Leeds won their first Super League Grand Final and ended a wait to be crowned as the game's top club that went back all the way to 1972.

Leeds won their first Super League Grand Final and ended a wait to be crowned as the game's top club that went back all the way to 1972. The Rhinos dominated a game of ferocious intensity at Old Trafford, and were unrecognisable for the team swept aside by the Bulls in their play-off match two weeks ago.

Bradford's defence was overworked, but remained so good that the game went into its last five minutes before Leeds finally got the try that enabled them to breathe easily. Fittingly, it went to the prolific Danny McGuire, such a talisman for them during a memorable season.

The Bradford captain, Robbie Paul, knocked on in a way that typified the understandable weariness of many of his team-mates. From that possession, McGuire ran from dummy-half and got the ball to Keith Senior, who returned it with interest for the gifted young half-back to dive low over the try-line. Kevin Sinfield kicked the goal that ensured that Leeds would not be caught, and their long-suffering fans could finally celebrate their supremacy in the British game.

Tony Smith has been rugby league's tinkerman this season, but after all the speculation over what changes he would make he wrong-footed everyone by naming the same team as he had for the previous match for the first time this year. That meant no roles on the big stage for battle-hardened veterans such as Andrew Dunemann, Matt Adamson and Wayne McDonald, and a vote of confidence in the ability of the slightly built Mark Calderwood to match it with the Bulls' fearsome Lesley Vainikolo on the wing.

Bradford's decisions were more straightforward, with Brian Noble bringing in Paul Johnson for the injured Leon Pryce and giving places on the substitutes' bench to Jamie Langley and the St Helens-bound prop Paul Anderson.

Old Trafford was packed for the second year in succession, and in the first all-Yorkshire Grand Final much was going to depend on which of these fierce rivals had got their team selection right. All the early indications were in Leeds's favour, with Vainikolo losing Sinfield's kick and Joe Vagana conceding a penalty for ball-stealing which Sinfield put over to give the Rhinos a third-minute lead. The big winger had his revenge five minutes later, though, thanks to magical Bradford handling. Paul triggered it with a runaround with Lee Radford and a clever backhanded pass to Shontayne Hape, who sent Vainikolo over in the corner, too far out for Paul Deacon to convert.

Bradford were still making nervous mistakes, and when Radford lost the ball in the tackle Leeds made them pay.

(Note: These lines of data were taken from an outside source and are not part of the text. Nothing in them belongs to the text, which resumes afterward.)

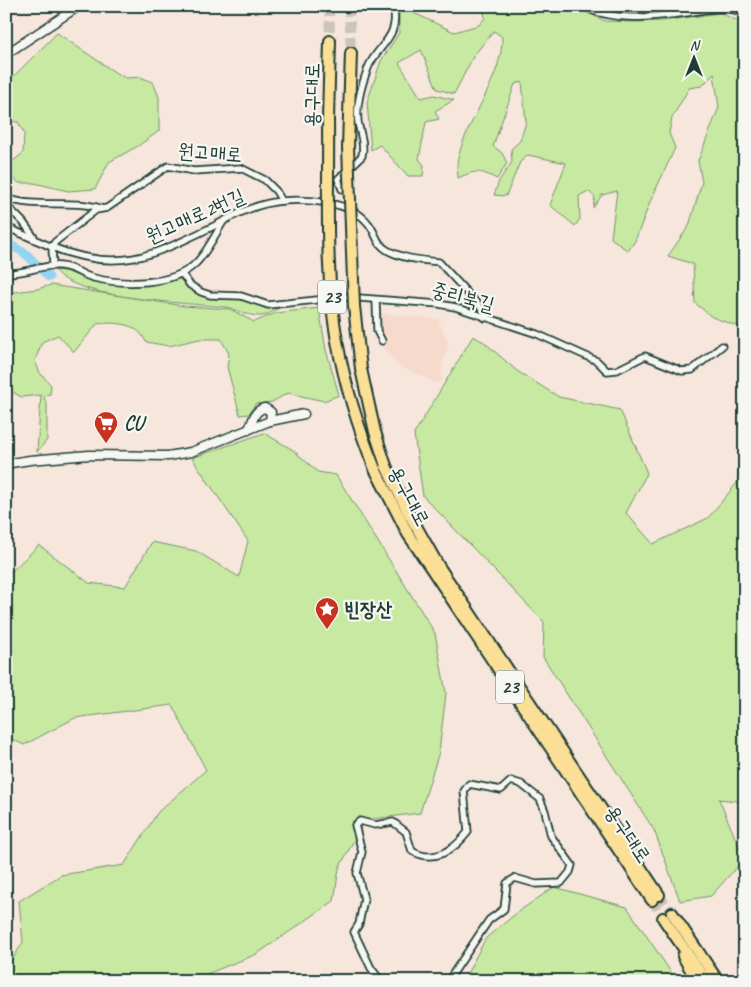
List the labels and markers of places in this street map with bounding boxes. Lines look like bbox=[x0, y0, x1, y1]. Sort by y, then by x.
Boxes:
supermarket icon: CU bbox=[93, 410, 119, 444]
place label: CU bbox=[124, 411, 147, 436]
place icon: 빈장산 bbox=[314, 596, 340, 630]
place label: 빈장산 bbox=[344, 597, 392, 622]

Their player of the year, Matt Diskin, went on a diagonal run, and with the defence convinced that he was going to pass to McGuire, he found his way to the line. Sinfield kicked his second goal .

Richie Mathers could have been over if he had not lost the ball, and it took a penalty conceded by Barrie McDermott for a high tackle on Stuart Fielden to lift the pressure, but the position was wasted by Karl Pratt's forward pass. Bradford went a little closer after 27 minutes, Hape going over from Vainikolo's long pass, but the try was disallowed because Radford had passed after being grounded in the tackle. Iestyn Harris conceded a penalty for stealing the ball from Willie Poching and Sinfield kicked the Rhinos further ahead, which was a fair reflection of the edge they had enjoyed.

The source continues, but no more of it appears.